Vin, amour et fantaisie à l’Opéra de Monte-Carlo

Publié le 23 février 2014 par Podcastjournal @Podcast_Journal
Quarante et unième opéra de Donizetti, "L’élixir d’amour" est un charmant récit aux tons délicats qui met en scène un marivaudage non dépourvu d’une certaine cruauté. Son but, qui est simplement de divertir est parfaitement atteint avec la production lausannoise signée par Adriano Sinivia.
Pour lui, l’ouvrage, "comme le veut le livret, se passe à la campagne, parmi les champs de blé. Mais au plus profond de ceux-ci, tout en bas, au ras des pâquerettes, vit toute une civilisation d’êtres minuscules, avec ses rituels de tri sélectif, ses us et ses coutumes, récoltant et recyclant tout ce qu’elle peut trouver chez les Hommes ou ce qui a été abandonné par eux."

Adina et Nemorino chez les Minimoys, il fallait y penser! L’idée tient la route. Le propos pourra paraître pour certains quelque peu tiré par les cheveux, mais il sert néanmoins de prétexte à des décors grandioses (Cristian Taraborelli) représentant côté cour la roue d’un tracteur, des épis de blé (côté jardin) ou encore une boîte de conserve d’où sortira une soldatesque irrésistible de drôlerie.
La vidéo, beaucoup utilisée, comique à souhait, achève de nous séduire.

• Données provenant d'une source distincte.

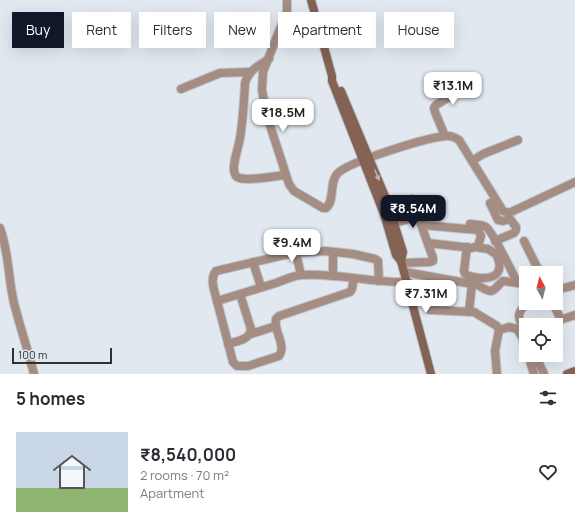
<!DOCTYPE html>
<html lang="en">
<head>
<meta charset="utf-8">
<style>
	:root { --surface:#fff; --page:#f2f2f3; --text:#2b2b33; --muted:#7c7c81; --line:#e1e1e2; --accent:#111827 }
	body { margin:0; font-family:Manrope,sans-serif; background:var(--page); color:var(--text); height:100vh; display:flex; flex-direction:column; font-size:15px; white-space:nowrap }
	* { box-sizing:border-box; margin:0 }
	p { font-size:13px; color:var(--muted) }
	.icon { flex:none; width:22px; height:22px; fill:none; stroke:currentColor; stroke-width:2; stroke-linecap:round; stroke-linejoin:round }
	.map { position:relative; height:374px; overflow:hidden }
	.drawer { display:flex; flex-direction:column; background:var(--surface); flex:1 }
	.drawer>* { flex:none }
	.banner { position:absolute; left:12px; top:12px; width:551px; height:36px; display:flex; gap:8px }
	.needle { width:26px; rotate:353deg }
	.buttons { position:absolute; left:519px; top:266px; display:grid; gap:8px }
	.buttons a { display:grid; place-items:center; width:44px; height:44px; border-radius:0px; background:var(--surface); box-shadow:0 4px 16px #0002; font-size:20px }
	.scale { position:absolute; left:12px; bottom:10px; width:100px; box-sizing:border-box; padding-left:4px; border:2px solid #2f3235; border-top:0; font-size:11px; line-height:14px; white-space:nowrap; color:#2f3235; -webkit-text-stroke:3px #e1e8f0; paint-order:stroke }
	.price { position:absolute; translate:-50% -34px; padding:0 9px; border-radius:8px; background:#fff; color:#222; font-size:13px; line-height:26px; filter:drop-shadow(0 1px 2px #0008) }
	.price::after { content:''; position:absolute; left:50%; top:24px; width:12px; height:9px; margin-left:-6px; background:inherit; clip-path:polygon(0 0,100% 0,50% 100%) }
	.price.active { background:var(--accent); color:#fff }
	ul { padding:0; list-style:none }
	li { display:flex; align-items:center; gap:12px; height:100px; padding:0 16px }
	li+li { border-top:1px solid var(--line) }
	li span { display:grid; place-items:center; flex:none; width:112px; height:80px; border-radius:0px; color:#555 }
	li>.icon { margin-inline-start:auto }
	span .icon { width:48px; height:48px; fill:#fffc; stroke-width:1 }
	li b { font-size:17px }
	h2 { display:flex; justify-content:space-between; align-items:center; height:48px; padding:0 16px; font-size:17px }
	.pill { padding:0 14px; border-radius:0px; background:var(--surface); box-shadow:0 4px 16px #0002; font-size:14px; line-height:36px }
	.pill.active { background:var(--accent); color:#fff }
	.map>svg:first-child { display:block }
</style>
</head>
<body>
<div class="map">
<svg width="575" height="374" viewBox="0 0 575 374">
	<rect width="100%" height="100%" fill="#e1e8f0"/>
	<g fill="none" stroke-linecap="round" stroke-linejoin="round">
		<!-- street casing -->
		<g stroke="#bdc4cb" stroke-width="10">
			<g id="street">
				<path d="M 287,0 L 287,11 L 263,72 L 262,90 L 267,116 L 289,184 L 294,191 L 323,208 L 326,208 C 335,201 329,183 337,174 C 347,162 431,136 448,136 C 452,136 456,138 459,140 L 503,211 L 509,213 L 575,182"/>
				<path d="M 269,59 C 258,66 249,70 245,83 C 244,101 243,120 240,138 C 239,147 229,171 237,177 C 245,182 275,176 286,175"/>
				<path d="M 181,89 L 220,73 L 249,72"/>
				<path d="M 445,136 L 435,112 L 434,108 L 436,105 L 477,80"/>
				<path d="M 472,161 L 483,154 L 518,140"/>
				<path d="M 490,203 L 498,220 L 503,221 L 510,219 L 516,227 L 516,230 L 514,233 L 495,241"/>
				<path d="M 395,223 L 418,216"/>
				<path d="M 470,224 C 475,225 481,224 486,227 C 493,232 512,272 517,282"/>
				<path d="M 422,225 L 478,230 L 481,236 L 478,246 L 472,248 L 428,243"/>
				<path d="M 0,228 C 9,252 8,278 14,303 C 20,327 28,350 34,374"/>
				<path d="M 524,241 L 540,273"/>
				<path d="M 467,247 L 464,271 L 465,274 C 469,277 475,277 480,278 C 498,279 504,270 496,254 L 488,249 L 475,247"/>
				<path d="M 296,253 L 301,275"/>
				<path d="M 253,262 L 261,287"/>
				<path d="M 402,263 L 430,262 L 433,261 L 433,258 L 412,199"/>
				<path d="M 405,272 L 478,285 C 481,287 484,289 487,290 C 494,294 498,284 503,281 L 526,284"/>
				<path d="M 333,276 L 333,252"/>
				<path d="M 354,278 L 352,289 L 350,292 L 279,316 L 276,319 C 273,331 287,345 279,356 L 248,366 L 237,366 L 233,362 L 217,301 C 237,295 256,289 276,283 C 284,280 294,275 303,275 C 338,273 372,283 408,282"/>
				<path d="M 556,290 L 575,285"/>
				<path d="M 217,301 C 215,292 209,279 216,271 L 293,253 L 326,251 L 353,254 L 375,259 L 378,261 L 379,281"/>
				<path d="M 553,303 L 560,318 L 563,319 L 575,315"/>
				<path d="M 430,310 L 474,312 L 497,326 L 499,330 L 495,351 L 497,374"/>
				<path d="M 469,312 L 472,284"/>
				<path d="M 499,330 L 509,327 L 517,329 L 522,337 L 526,350"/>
				<path d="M 251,334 L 276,326"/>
				<path d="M 526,334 C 519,318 514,316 527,303"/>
				<path d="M 228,344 C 237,341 250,340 251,329 L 240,294"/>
				<path d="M 528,355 L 534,374"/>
				<path d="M 535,355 L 544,374"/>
			</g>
		</g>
		<!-- secondary casing -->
		<g stroke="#bdc4cb" stroke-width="10">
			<g id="secondary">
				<path d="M 311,0 L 332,76 L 332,81 L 384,214 L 396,255 L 401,261 L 431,374"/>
				<path d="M 341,91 L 387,201 L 403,252 L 401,261"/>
				<path d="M 567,374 L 575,371"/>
			</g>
		</g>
		<!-- street -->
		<use href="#street" stroke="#a58d83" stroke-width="8"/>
		<!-- secondary -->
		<use href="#secondary" stroke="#846254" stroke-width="8"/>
	</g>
	<!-- one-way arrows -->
	<defs><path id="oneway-solid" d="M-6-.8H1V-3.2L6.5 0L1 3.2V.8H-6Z"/></defs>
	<use fill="#bcb2b2" href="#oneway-solid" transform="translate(377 175) rotate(67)"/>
</svg>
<div class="buttons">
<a><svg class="needle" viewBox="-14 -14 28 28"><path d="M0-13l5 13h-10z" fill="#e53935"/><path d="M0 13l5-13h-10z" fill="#7c7c81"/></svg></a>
<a><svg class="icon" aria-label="locate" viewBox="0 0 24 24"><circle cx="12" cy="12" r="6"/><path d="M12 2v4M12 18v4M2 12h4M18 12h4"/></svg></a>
</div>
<div class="scale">100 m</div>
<b class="price" style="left:453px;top:106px">₹13.1M</b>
<b class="price" style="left:283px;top:133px">₹18.5M</b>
<b class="price active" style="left:413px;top:229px">₹8.54M</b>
<b class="price" style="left:292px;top:263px">₹9.4M</b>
<b class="price" style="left:426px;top:314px">₹7.31M</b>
<div class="banner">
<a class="pill active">Buy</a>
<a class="pill">Rent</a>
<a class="pill">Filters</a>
<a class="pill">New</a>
<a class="pill">Apartment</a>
<a class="pill">House</a>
</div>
</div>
<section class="drawer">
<h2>5 homes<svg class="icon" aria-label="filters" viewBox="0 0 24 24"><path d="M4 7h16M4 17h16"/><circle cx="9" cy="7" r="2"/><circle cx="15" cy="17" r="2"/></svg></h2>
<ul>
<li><span style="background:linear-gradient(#c9d6e8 70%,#8fb573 0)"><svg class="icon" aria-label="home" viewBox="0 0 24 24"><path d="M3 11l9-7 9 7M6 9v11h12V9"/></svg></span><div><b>₹8,540,000</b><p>2 rooms · 70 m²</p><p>Apartment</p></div><svg class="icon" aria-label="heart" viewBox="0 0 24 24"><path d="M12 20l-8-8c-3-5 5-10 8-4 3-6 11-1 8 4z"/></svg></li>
</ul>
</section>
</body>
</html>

Qu’on adhère ou non aux idées du metteur en scène, il n’en reste pas moins que le spectacle acrobatique est enlevé, frais, savoureux, pétillant, élégant, burlesque, poétique, avec une caractérisation en profondeur de chaque personnage et une direction d’acteurs mitonnée aux petits oignons.
Adriano Sinivia arrive même à tirer cette paysannerie musicale vers l’opérette ou le musical américain tout en respectant à une note près une musique plus difficile qu’il n’y paraît. Car ici, le rire est bien proche des larmes, le musicien bergamasque illustrant et inaugurant de belle manière, en 1832, l’esthétique de l’opéra semiseria sur un livret des plus réussis de Felice Romani.
Tant il est vrai qu’au théâtre, comme à l’opéra, lorsque chacun des protagonistes trouve sa juste place il ne peut offrir que le meilleur de lui-même, avouons notre plaisir à n’adresser aucun reproche à la distribution.
Enfin, si, un petit, pour le ténor Stefan Pop, vingt-sept ans aux prochaines moissons, nounours gauche, balourd, benêt comme le veut la tradition, vaillant parfois, soucieux de contrastes et de phrasé, mais qui loupa totalement son "tube" par une suavité pas toujours dans la portée.
Mariangela Sicilia, Adina mutine, super-vitaminée, espiègle, séduit par son naturel et son chant léger et solide à la fois, cristallin, tout en nuances, fait de pianissimi et son filé lumineux.
Belcore, on le sait, est un personnage ridicule, parfois grotesque et George Petean, baryton aux moyens considérables, au timbre rond et haut placé, le joue avec aplomb, drôlerie, une grande correction musicale et des aigus sidérants.
Précédée d’un clairon plus caserne que nature, l’entrée du charlatan Dulcamara, juché sur sa drôle le machine publicitaire, à la tchatche impressionnante, tape dans le mille. Le sympathique Adrian Sampetrean, de son timbre de bronze, allie de belle manière prestance vocale et verve bouffe.
On oublie parfois de parler des chœurs de l’Elisir. Aux côtés de Vannina Santoni, Giannetta d’une exquise couleur vocale, ils s’imposent par leur efficacité et leur naturelle musicalité.

Nous avons gardé la meilleure pour la fin. Pour sa première vraie direction d’un ouvrage belcantiste, Nathalie Stutzmann (ovationnée comme jamais par le Philharmonique de Monte-Carlo radieux, retrouvé, complice, comme en lévitation), dans un bel équilibre fosse-plateau, évite de couvrir les voix, distille les mille subtilités de la partition et ne se contente pas d’assurer un simple fond d’accompagnement. C’est précis, nuancé, truffé de drôlerie et de délicatesse. Venant d’une baroqueuse estampillée, chapeau bas!